** TASK TO CARRY OUT **
Each line below must be transcribed with no word changed.

Dataset entries
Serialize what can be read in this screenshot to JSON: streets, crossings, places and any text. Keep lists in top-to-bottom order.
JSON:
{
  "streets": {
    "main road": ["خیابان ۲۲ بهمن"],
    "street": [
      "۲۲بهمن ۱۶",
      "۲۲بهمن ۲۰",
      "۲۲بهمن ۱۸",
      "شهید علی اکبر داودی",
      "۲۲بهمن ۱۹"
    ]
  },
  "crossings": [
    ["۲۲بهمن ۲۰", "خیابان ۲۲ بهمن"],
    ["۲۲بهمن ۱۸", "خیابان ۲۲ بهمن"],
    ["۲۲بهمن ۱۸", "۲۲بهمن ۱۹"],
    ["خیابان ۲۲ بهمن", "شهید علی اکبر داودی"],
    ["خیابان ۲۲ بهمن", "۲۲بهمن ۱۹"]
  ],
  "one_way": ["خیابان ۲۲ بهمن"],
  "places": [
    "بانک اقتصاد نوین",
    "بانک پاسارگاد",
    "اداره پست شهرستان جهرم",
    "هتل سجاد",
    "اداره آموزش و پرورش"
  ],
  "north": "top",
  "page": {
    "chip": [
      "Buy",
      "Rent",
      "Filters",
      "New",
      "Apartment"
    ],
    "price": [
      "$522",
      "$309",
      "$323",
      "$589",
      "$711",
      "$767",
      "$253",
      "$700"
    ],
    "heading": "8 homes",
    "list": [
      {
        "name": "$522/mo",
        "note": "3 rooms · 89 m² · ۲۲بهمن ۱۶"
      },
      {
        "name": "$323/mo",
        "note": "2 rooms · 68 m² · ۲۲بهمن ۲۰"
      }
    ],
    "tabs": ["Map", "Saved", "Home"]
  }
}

** RESULT FOR THIS EXERCISE **
Serialize what can be read in this screenshot to JSON: streets, crossings, places and any text. Keep lists in top-to-bottom order.
JSON:
{
  "streets": {
    "main road": ["خیابان ۲۲ بهمن"],
    "street": [
      "۲۲بهمن ۱۶",
      "۲۲بهمن ۲۰",
      "۲۲بهمن ۱۸",
      "شهید علی اکبر داودی",
      "۲۲بهمن ۱۹"
    ]
  },
  "crossings": [
    ["۲۲بهمن ۲۰", "خیابان ۲۲ بهمن"],
    ["۲۲بهمن ۱۸", "خیابان ۲۲ بهمن"],
    ["۲۲بهمن ۱۸", "۲۲بهمن ۱۹"],
    ["خیابان ۲۲ بهمن", "شهید علی اکبر داودی"],
    ["خیابان ۲۲ بهمن", "۲۲بهمن ۱۹"]
  ],
  "one_way": ["خیابان ۲۲ بهمن"],
  "places": [
    "بانک اقتصاد نوین",
    "بانک پاسارگاد",
    "اداره پست شهرستان جهرم",
    "هتل سجاد",
    "اداره آموزش و پرورش"
  ],
  "north": "top",
  "page": {
    "chip": [
      "Buy",
      "Rent",
      "Filters",
      "New",
      "Apartment"
    ],
    "price": [
      "$522",
      "$309",
      "$323",
      "$589",
      "$711",
      "$767",
      "$253",
      "$700"
    ],
    "heading": "8 homes",
    "list": [
      {
        "name": "$522/mo",
        "note": "3 rooms · 89 m² · ۲۲بهمن ۱۶"
      },
      {
        "name": "$323/mo",
        "note": "2 rooms · 68 m² · ۲۲بهمن ۲۰"
      }
    ],
    "tabs": ["Map", "Saved", "Home"]
  }
}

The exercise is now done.